**The task**. Skip all pictures, then copy the lines from the start of the data through the line with "0 3.5px,transparent 0", keeping both ends.

<<<<

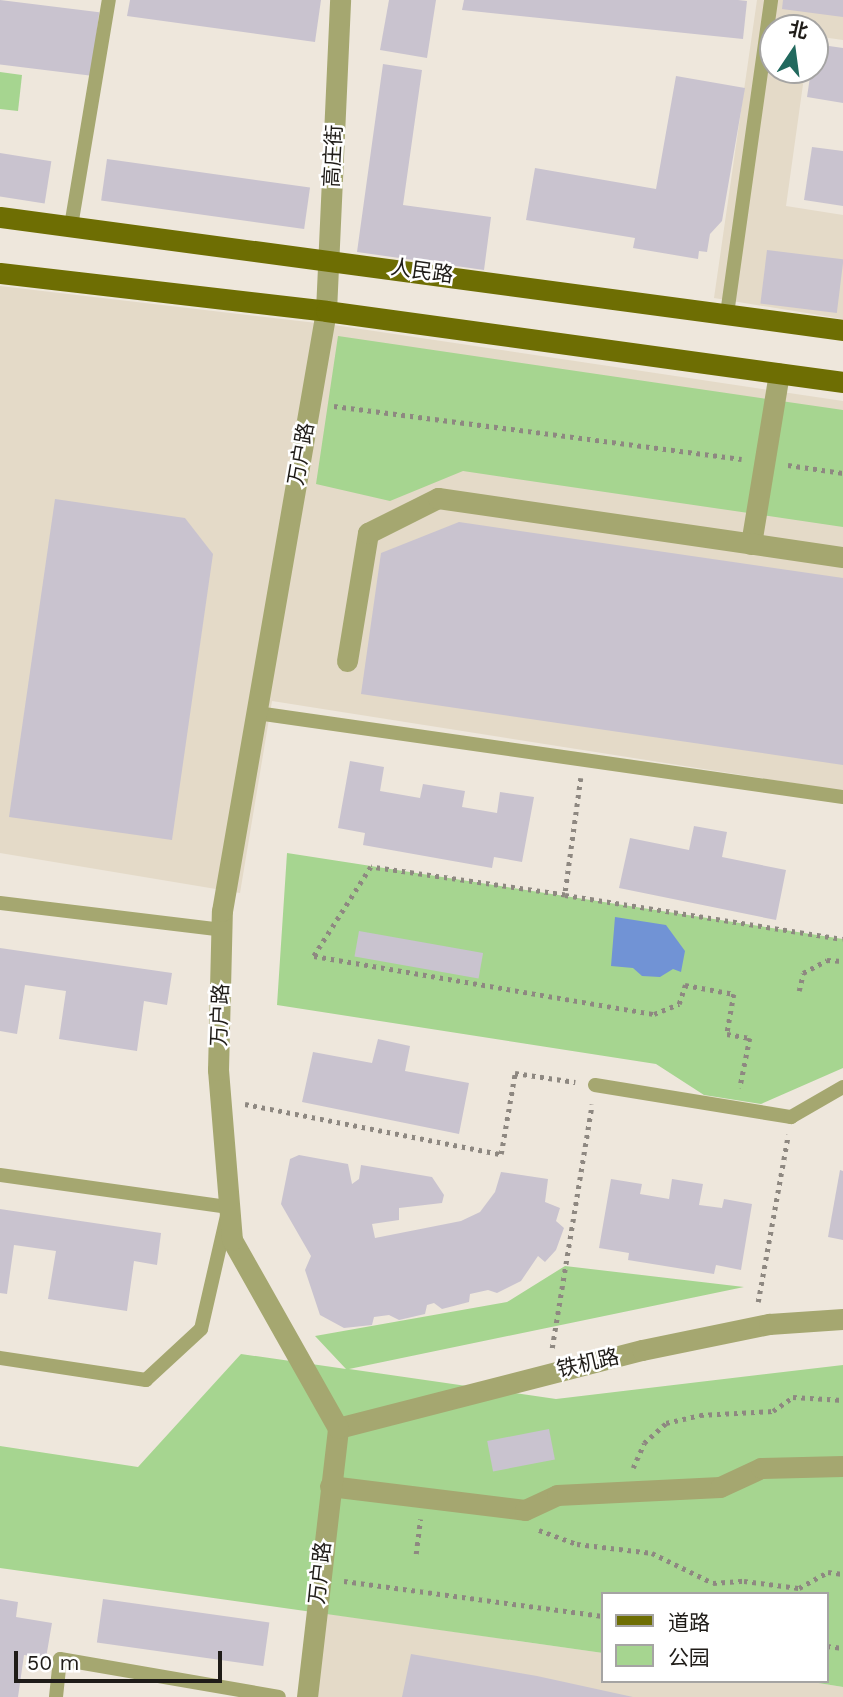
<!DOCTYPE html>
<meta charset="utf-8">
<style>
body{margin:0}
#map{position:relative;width:843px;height:1697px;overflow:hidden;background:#eee7dc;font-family:"Work Sans","Noto Sans SC",sans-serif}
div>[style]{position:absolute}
.built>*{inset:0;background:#e4dac8}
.green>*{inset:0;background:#a6d590}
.water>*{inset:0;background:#7193d5}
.building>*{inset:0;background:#c9c3cf;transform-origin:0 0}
.path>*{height:4.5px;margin-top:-2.25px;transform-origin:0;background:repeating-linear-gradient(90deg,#8e8881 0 3.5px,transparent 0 8.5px)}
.lane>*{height:14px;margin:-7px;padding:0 7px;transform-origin:7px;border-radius:7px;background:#a5a770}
.street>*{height:21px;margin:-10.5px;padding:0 10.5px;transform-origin:10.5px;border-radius:10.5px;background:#a5a770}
.primary>*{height:21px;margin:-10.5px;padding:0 10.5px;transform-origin:10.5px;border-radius:10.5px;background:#6e6e03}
span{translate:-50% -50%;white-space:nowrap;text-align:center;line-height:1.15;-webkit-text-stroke:5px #fff;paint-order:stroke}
.street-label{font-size:21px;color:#1f1c18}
.legend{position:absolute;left:601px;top:1592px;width:228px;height:91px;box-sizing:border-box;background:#fff;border:2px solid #a5a4a3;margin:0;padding:9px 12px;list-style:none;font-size:21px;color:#1f1c18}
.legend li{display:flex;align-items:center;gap:14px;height:35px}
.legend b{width:35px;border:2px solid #a5a4a3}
.north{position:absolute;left:759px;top:14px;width:70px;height:70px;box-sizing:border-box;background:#fff;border:2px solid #a5a4a3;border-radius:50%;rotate:13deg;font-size:19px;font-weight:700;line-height:28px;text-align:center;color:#1f1c18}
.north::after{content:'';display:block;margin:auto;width:24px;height:32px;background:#22695e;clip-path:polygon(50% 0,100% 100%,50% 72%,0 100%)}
.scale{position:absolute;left:14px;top:1651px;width:208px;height:32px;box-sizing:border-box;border:4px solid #1f1c18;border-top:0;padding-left:9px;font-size:21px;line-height:24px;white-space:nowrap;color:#1f1c18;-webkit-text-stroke:5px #fff;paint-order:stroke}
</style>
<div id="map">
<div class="built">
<i style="clip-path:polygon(757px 0,843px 0,843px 40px,815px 36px,815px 28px,773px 28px,773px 70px,805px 70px,786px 206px,843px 215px,843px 319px,714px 298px)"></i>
<i style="clip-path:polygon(0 286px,334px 325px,843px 401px,843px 791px,272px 701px,240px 893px,0 853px)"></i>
<i style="clip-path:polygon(316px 1612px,603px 1653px,603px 1681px,806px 1681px,843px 1687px,843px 1697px,307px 1697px)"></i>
</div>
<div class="green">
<i style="clip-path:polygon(0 72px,22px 75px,18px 111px,0 109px)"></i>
<i style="clip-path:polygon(338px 336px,843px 410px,843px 527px,463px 471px,390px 501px,316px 484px)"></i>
<i style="clip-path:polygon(287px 853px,843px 939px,843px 1068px,761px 1104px,704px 1095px,656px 1064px,277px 1005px)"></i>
<i style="clip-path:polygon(565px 1266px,744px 1287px,349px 1369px,556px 1399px,843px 1365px,843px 1687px,806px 1681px,827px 1681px,827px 1594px,603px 1594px,603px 1653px,0 1568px,0 1446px,138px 1467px,241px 1354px,346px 1369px,315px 1336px,507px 1302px)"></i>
</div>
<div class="water">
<i style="clip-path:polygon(615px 917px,666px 925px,685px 951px,681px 972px,673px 969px,660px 977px,642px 976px,633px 968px,611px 966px)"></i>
</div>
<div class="building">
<i style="left:0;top:0;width:100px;height:64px;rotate:7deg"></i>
<i style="clip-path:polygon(130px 0,321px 0,315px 42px,127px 16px)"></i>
<i style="clip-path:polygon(389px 0,436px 0,427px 58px,380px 50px)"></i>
<i style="clip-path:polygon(464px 0,738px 0,747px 1px,743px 39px,462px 10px)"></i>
<i style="clip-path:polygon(783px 0,843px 0,843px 17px,782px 9px)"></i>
<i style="clip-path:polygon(815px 44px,843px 48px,843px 103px,807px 97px,811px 70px,815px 70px)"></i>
<i style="clip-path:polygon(383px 64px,422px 70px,403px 205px,491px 217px,484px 270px,357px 252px)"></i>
<i style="clip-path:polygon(676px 76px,745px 88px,722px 221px,710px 234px,707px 252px,699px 251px,698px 259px,633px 248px,635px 238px,526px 220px,535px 168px,656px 189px)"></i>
<i style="clip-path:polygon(812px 147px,843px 151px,843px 206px,804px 200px)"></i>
<i style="left:0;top:153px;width:52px;height:43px;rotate:9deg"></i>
<i style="left:107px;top:159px;width:205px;height:42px;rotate:8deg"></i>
<i style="left:767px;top:250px;width:77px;height:54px;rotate:7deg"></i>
<i style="clip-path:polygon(55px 499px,185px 518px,213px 554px,172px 840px,9px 817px)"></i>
<i style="clip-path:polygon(459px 522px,843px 578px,843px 765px,361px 694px,381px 553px)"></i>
<i style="clip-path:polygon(350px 761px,384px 767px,380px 791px,420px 798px,423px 784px,465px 791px,462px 807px,497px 813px,500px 792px,534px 797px,522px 862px,494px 857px,492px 868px,363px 845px,365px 833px,338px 828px)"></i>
<i style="clip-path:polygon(694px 826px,727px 832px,722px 857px,786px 870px,776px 920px,619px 888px,630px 838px,689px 850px)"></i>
<i style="left:359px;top:931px;width:126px;height:26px;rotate:10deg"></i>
<i style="clip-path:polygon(0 948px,172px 973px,167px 1005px,144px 1001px,137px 1051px,59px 1039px,66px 991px,25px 985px,17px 1034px,0 1031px)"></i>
<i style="clip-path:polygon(378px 1039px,410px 1046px,405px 1071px,469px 1083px,459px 1134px,302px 1102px,313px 1052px,372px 1063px)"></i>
<i style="clip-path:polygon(299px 1155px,348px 1164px,352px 1184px,359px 1179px,361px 1165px,432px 1177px,444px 1195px,442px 1203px,399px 1208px,399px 1220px,372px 1224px,375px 1238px,461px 1221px,480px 1212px,495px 1192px,501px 1172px,548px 1179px,545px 1202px,560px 1208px,556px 1221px,564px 1228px,556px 1250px,545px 1262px,538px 1256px,521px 1281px,497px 1293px,488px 1290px,470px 1294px,469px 1302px,442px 1309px,434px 1303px,427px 1305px,425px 1314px,399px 1320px,389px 1315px,374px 1317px,372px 1325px,344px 1328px,320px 1315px,305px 1270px,311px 1256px,281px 1204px,290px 1159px)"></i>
<i style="clip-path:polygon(840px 1170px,843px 1171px,843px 1240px,828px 1237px)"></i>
<i style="clip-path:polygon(611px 1179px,642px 1184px,640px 1194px,669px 1199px,672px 1179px,703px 1184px,699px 1205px,722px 1208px,724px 1199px,752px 1204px,741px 1270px,716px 1265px,714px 1274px,628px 1260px,629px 1253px,599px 1248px)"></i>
<i style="clip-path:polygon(0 1209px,161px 1233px,157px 1265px,134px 1261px,127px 1311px,48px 1299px,56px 1251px,14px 1245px,7px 1294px,0 1293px)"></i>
<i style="left:549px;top:1429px;width:31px;height:63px;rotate:79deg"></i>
<i style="clip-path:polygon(0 1599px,18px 1602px,16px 1617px,52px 1623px,46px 1658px,24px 1655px,18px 1697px,0 1697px)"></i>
<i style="left:103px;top:1599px;width:168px;height:44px;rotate:8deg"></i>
<i style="clip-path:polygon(411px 1654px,537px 1676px,633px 1697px,402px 1697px)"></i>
</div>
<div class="path">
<i style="left:334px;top:406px;width:411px;rotate:7.4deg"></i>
<i style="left:788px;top:465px;width:56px;rotate:8.3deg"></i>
<i style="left:581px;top:778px;width:118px;rotate:97.8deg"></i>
<i style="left:565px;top:895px;width:281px;rotate:9deg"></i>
<i style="left:565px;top:895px;width:196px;rotate:-171.8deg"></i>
<i style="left:371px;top:867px;width:106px;rotate:122.6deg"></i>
<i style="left:314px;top:956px;width:345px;rotate:9.7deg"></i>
<i style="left:654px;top:1014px;width:27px;rotate:-22deg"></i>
<i style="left:679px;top:1004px;width:20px;rotate:-72deg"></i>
<i style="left:685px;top:985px;width:50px;rotate:10.4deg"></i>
<i style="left:734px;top:994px;width:41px;rotate:99.9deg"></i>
<i style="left:727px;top:1034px;width:23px;rotate:10deg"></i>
<i style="left:750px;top:1038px;width:51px;rotate:101.3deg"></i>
<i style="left:799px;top:991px;width:18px;rotate:-77deg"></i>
<i style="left:803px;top:973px;width:27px;rotate:-28deg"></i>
<i style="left:827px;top:960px;width:16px;rotate:4deg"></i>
<i style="left:245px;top:1104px;width:261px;rotate:11.1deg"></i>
<i style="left:501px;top:1154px;width:82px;rotate:-80.2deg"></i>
<i style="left:515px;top:1073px;width:61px;rotate:8.5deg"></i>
<i style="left:758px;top:1302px;width:170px;rotate:-79.8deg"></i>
<i style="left:552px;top:1348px;width:247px;rotate:-80.7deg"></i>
<i style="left:633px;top:1468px;width:27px;rotate:-66deg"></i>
<i style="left:644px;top:1443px;width:30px;rotate:-42deg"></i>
<i style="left:666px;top:1423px;width:35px;rotate:-13deg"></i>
<i style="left:700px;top:1415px;width:73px;rotate:-3.1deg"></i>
<i style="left:773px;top:1411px;width:24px;rotate:-35deg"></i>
<i style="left:793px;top:1397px;width:50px;rotate:3.4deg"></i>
<i style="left:539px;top:1530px;width:40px;rotate:20.2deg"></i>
<i style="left:577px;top:1544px;width:76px;rotate:6.8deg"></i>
<i style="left:652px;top:1553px;width:68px;rotate:26.2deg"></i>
<i style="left:713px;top:1583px;width:31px;rotate:-4deg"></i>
<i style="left:744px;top:1581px;width:55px;rotate:7.3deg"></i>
<i style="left:799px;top:1588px;width:33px;rotate:-29deg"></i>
<i style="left:828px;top:1572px;width:15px;rotate:8deg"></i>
<i style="left:416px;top:1554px;width:35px;rotate:-83deg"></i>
<i style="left:344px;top:1581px;width:261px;rotate:7.7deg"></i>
<i style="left:827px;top:1646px;width:16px;rotate:7deg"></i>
</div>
<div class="lane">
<i style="left:71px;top:226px;width:229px;rotate:-80.5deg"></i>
<i style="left:727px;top:314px;width:317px;rotate:-82deg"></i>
<i style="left:257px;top:713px;width:592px;rotate:8.16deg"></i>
<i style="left:0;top:903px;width:224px;rotate:6.9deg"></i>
<i style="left:595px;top:1085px;width:199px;rotate:9.3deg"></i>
<i style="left:791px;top:1117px;width:60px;rotate:-30deg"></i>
<i style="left:0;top:1175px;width:231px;rotate:8deg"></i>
<i style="left:229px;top:1207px;width:125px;rotate:102.9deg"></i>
<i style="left:201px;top:1329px;width:75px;rotate:137.2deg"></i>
<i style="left:146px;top:1380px;width:148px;rotate:-171.4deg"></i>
<i style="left:56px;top:1697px;width:38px;rotate:-84deg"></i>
<i style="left:60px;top:1659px;width:222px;rotate:9.8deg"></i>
</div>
<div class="street">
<i style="left:751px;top:544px;width:173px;rotate:-80.7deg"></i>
<i style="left:347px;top:661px;width:130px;rotate:-80.7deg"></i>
<i style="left:368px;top:533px;width:78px;rotate:-26.6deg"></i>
<i style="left:438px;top:498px;width:409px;rotate:8.3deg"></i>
<i style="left:338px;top:1428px;width:314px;rotate:-14.4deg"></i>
<i style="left:642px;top:1350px;width:130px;rotate:-11.6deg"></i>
<i style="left:769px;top:1324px;width:74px;rotate:-3.9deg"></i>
<i style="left:330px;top:1486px;width:196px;rotate:7deg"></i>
<i style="left:525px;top:1510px;width:35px;rotate:-25deg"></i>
<i style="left:557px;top:1495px;width:163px;rotate:-2.8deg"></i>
<i style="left:720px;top:1487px;width:45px;rotate:-24.9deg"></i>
<i style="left:761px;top:1468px;width:82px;rotate:-1.4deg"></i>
<i style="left:307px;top:1697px;width:271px;rotate:-83.4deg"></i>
<i style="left:338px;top:1428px;width:216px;rotate:-119.4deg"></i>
<i style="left:232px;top:1240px;width:171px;rotate:-94.7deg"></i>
<i style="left:218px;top:1070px;width:159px;rotate:-88.6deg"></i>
<i style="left:222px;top:911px;width:609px;rotate:-80.17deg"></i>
<i style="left:326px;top:311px;width:311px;rotate:-87.4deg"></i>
</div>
<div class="primary">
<i style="left:0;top:217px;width:851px;rotate:7.63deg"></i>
<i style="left:0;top:273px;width:328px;rotate:6.6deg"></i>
<i style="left:326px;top:311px;width:522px;rotate:7.82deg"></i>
</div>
<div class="street-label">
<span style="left:333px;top:156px;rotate:-87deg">高庄街</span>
<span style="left:422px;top:271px;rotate:8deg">人民路</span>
<span style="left:301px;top:454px;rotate:-80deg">万户路</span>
<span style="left:220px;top:1015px;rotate:-88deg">万户路</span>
<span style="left:588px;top:1363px;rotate:-13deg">铁机路</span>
<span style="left:320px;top:1573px;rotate:-84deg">万户路</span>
</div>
<ul class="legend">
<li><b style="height:9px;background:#6e6e03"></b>道路</li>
<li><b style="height:19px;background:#a6d590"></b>公园</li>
</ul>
<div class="north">北</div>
<div class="scale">50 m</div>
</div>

>>>>

**Task solution**.
<!DOCTYPE html>
<meta charset="utf-8">
<style>
body{margin:0}
#map{position:relative;width:843px;height:1697px;overflow:hidden;background:#eee7dc;font-family:"Work Sans","Noto Sans SC",sans-serif}
div>[style]{position:absolute}
.built>*{inset:0;background:#e4dac8}
.green>*{inset:0;background:#a6d590}
.water>*{inset:0;background:#7193d5}
.building>*{inset:0;background:#c9c3cf;transform-origin:0 0}
.path>*{height:4.5px;margin-top:-2.25px;transform-origin:0;background:repeating-linear-gradient(90deg,#8e8881 0 3.5px,transparent 0 8.5px)}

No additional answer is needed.